Friday, September 20, 2013

When Your Neighbor / Aunt / Dentist’s Sister-In-Law Wants You To Illustrate Their Children’s Book

Today’s post is inspired by a question I get pretty regularly, so I thought it would be good to cover it on the blog. Many illustrators have aspiring writers in their community, whether it’s a family member or someone in your town that hears about your talent through the grapevine.  

There are 2 scenarios to consider.

Scenario 1: “I’m writing a children’s book to send around to publishers. Can you illustrate it?”

First of all, if someone says this exact sentence to you, what they have really just said in 10 seconds is I have no idea how this children’s book thing works.  Why?
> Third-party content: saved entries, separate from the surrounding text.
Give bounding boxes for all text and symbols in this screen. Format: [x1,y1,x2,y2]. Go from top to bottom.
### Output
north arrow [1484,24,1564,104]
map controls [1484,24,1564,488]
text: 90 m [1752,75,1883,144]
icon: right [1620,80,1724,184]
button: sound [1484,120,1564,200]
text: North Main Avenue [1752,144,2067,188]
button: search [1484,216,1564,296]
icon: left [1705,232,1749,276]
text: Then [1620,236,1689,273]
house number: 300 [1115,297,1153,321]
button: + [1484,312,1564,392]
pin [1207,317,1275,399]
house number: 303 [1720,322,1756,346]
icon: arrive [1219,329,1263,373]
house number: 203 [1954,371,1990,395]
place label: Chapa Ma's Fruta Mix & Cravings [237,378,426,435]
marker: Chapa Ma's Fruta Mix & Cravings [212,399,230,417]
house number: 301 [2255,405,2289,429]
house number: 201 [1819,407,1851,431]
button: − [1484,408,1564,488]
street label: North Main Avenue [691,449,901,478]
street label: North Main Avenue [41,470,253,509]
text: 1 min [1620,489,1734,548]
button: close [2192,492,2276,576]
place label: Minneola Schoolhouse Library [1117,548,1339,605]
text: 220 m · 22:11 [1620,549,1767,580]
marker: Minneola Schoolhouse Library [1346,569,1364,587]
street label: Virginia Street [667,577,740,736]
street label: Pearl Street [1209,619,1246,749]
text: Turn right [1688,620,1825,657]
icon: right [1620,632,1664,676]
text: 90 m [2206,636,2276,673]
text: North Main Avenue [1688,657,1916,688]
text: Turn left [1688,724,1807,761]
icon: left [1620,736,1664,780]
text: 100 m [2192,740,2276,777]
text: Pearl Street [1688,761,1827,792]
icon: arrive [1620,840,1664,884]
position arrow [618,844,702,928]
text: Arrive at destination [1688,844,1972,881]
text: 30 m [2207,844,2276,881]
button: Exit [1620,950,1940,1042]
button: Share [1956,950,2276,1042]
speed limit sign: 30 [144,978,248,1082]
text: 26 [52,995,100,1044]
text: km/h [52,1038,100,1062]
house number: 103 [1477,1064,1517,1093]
Because publishers buy text for children’s books without the art.   It is the Art Director of a company that researches and reviews all the art submissions they get, and they will want control over which illustrator is paired up with a purchased text.  It’s like when a screenwriter goes to Hollywood to sell their script- they just have to sell the script, not make the film because the studio handles casting, finding a director, financing, marketing, etc. Therefore, authors don’t need to stress over the whole art issue- let them know they can submit their text/story without illustrations to publishers (Most publishers have submission policies on their website. You can also reference the book Children's Writer's & Illustrator's Market. There is one printed every year with up-to-date info on each publisher's contact information and what they are looking for).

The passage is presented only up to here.